- Crest View Heights Location within New York Crest View Heights Location within the United States
- Coordinates: 42°4′28″N 76°7′25″W﻿ / ﻿42.07444°N 76.12361°W
- Country: United States
- State: New York
- County: Tioga
- Town: Owego

Area
- • Total: 1.22 sq mi (3.17 km^{2})
- • Land: 1.22 sq mi (3.17 km^{2})
- • Water: 0.0039 sq mi (0.01 km^{2})
- Elevation: 1,015 ft (309 m)

Population (2020)
- • Total: 1,770
- • Density: 1,448.4/sq mi (559.24/km^{2})
- Time zone: UTC-5 (Eastern (EST))
- • Summer (DST): UTC-4 (EDT)
- ZIP Code: 13760 (Endicott)
- Area code: 607
- FIPS code: 36-18993
- GNIS feature ID: 2806977

= Crest View Heights, New York =

Crest View Heights is a neighborhood and census-designated place (CDP) in the town of Owego, Tioga County, New York, United States.
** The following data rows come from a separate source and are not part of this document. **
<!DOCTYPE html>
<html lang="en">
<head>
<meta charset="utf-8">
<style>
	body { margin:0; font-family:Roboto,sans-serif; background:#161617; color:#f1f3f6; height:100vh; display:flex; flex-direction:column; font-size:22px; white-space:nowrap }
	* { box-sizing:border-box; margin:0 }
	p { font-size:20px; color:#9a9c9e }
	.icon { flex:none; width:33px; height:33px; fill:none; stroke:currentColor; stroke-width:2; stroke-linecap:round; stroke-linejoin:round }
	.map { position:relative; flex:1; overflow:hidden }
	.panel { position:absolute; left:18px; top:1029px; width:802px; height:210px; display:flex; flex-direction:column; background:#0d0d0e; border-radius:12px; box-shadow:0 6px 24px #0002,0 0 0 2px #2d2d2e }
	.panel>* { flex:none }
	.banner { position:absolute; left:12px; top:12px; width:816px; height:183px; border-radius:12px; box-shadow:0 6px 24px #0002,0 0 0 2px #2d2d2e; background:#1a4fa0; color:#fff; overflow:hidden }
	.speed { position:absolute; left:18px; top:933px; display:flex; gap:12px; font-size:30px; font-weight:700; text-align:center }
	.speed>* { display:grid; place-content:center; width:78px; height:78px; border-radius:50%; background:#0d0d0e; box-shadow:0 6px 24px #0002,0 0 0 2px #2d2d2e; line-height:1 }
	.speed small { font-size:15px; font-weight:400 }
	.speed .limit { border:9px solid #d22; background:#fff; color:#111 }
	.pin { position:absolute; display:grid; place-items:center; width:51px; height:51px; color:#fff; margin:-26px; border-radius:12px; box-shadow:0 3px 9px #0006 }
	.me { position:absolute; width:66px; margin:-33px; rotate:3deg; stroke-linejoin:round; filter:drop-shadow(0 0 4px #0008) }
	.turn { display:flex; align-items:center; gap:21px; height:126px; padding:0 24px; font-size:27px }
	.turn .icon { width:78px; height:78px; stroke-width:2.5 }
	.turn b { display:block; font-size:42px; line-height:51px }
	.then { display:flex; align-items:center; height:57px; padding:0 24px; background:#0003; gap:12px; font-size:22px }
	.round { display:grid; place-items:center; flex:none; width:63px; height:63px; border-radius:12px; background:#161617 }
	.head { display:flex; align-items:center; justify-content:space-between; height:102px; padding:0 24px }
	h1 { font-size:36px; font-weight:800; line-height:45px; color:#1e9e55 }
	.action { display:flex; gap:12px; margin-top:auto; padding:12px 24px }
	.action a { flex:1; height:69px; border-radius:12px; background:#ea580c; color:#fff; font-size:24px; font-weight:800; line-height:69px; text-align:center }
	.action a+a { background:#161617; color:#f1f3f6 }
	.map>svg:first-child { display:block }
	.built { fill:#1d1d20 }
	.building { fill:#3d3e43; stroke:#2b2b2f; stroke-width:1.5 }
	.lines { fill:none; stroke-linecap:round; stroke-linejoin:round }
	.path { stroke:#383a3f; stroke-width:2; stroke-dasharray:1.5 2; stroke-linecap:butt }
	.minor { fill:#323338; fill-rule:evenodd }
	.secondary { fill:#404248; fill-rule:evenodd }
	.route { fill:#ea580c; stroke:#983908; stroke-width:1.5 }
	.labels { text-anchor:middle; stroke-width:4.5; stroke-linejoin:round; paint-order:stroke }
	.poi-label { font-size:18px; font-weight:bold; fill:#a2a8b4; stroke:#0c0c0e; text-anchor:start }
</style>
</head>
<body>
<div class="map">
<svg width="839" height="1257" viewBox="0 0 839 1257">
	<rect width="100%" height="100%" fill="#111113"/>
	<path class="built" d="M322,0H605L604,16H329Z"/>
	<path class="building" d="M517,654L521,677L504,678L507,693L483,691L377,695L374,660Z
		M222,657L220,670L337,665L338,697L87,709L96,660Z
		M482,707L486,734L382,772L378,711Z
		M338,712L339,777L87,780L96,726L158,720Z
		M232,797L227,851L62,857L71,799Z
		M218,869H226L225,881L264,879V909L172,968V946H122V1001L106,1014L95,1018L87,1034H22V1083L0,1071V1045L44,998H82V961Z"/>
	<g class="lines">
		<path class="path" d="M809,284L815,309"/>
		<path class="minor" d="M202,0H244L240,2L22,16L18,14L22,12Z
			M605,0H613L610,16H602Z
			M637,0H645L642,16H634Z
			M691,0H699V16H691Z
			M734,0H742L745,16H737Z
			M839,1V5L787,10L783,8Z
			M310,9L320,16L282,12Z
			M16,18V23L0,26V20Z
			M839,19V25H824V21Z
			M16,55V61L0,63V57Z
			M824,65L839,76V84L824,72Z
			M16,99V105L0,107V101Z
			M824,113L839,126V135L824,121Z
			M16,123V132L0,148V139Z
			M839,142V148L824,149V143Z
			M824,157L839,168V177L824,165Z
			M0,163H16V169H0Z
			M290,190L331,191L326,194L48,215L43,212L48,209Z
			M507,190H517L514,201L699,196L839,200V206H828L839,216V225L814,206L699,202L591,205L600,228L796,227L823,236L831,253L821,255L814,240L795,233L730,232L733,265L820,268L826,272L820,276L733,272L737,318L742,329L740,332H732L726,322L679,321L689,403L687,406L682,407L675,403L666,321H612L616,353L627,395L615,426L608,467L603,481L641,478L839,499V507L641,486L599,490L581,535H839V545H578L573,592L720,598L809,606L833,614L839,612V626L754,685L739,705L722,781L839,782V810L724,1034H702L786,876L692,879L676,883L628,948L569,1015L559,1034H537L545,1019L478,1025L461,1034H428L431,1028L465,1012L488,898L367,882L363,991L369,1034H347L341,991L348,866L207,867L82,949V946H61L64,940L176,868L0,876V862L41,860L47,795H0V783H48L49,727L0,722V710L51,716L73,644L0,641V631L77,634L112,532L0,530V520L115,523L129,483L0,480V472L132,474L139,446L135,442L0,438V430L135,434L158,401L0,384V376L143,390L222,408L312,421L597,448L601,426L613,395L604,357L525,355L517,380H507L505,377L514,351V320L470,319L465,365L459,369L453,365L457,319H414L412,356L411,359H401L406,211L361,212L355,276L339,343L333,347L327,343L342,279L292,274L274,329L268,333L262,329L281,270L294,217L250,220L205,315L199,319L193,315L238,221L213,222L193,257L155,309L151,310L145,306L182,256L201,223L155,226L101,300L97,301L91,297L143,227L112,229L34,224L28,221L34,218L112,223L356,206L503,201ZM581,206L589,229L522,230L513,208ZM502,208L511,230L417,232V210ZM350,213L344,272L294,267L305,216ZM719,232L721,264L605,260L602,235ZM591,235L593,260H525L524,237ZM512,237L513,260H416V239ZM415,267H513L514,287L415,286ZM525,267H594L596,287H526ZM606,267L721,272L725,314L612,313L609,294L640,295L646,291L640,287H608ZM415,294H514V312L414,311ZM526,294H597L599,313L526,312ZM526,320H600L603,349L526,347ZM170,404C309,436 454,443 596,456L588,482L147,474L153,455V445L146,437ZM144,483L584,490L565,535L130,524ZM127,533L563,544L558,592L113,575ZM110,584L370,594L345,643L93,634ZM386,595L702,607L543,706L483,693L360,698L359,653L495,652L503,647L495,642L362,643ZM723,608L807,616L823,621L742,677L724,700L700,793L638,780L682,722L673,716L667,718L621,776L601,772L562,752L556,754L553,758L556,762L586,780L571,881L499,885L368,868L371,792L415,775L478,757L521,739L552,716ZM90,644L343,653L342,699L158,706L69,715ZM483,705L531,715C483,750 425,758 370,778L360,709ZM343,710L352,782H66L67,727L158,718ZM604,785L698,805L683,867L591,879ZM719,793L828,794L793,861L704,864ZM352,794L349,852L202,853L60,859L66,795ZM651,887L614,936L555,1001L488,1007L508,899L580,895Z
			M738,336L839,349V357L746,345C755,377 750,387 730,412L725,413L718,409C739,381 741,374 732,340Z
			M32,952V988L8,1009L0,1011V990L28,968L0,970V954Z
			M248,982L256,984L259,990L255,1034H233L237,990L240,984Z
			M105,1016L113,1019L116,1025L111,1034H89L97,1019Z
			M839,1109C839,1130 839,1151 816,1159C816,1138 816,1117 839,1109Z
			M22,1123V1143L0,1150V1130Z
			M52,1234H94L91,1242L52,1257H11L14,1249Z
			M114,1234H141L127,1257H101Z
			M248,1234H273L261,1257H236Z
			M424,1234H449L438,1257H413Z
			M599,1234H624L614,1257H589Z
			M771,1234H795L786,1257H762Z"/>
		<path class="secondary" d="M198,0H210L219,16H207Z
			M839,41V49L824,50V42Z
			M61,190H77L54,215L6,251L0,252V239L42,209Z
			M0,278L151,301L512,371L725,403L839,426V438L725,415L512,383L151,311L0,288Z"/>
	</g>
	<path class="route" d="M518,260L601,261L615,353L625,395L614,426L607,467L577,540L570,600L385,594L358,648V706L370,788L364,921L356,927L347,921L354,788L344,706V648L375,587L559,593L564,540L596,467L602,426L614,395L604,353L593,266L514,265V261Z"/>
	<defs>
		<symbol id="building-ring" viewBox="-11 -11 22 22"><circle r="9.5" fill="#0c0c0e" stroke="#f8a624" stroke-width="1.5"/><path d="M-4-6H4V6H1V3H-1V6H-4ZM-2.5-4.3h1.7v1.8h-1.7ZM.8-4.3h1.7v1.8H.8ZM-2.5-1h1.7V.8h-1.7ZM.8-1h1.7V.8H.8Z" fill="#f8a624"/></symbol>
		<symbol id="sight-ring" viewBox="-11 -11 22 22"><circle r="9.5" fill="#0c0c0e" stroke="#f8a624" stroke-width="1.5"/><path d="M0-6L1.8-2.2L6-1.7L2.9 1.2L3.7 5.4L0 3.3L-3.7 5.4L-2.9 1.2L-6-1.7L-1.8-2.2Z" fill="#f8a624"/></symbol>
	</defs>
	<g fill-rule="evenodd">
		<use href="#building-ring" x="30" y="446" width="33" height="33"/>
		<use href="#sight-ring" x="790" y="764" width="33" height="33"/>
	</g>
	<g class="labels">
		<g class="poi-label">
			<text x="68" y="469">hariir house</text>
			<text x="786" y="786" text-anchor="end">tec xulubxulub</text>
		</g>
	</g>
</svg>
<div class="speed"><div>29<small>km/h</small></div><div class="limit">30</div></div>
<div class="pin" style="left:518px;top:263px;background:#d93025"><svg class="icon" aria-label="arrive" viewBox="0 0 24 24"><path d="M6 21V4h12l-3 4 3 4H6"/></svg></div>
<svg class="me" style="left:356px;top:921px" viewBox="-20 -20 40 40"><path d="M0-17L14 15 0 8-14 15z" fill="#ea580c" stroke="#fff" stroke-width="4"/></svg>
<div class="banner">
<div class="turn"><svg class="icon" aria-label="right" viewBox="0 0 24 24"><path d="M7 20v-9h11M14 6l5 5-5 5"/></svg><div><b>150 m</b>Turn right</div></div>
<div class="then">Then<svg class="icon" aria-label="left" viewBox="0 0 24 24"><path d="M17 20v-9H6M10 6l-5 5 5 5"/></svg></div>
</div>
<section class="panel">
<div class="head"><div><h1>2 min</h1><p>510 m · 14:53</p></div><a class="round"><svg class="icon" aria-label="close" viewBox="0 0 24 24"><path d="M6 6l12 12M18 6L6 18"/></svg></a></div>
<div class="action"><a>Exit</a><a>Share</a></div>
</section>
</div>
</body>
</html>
As of the 2020 census, Crest View Heights had a population of 1,770. It was first listed as a CDP prior to the 2020 census. Although not technically inside the Village of Endicott, it has an Endicott mailing address and zip code. The Crest View Heights Development was formed from the 1961-1974 purchase of the farms of J Ward Allen, Audley D Allen & Granville Brink by Kurt Franzenburg, John Garbar & Gerald A Cole, with VP Richard Huttleston, lawyered by Nathan Hankin & Francis C Palmer and built by Louis Tokos Sr Glenwood Building Supply. It contains the Thomas J Watson Elementary School of the Union-Edicott School District.

The community is in southeastern Tioga County, on the eastern side of Owego. It is bordered to the east by the town of Union in Broome County and to the south by the Southern Tier Line of the Norfolk Southern Railway. The CDP lies on a large hillside that rises to the north above the valley of the Susquehanna River.

New York Route 17C passes through the CDP, close to the southern border. Route 17C leads northeast 4 mi to Endicott and 11 mi to Binghamton, and northwest 10 mi to the village of Owego.

==Demographics==

Historical population
| Census | Pop. | Note | %± |
| 2020 | 1,770 |  | — |
U.S. Decennial Census

==Education==
The CDP is in the Union-Endicott Central School District.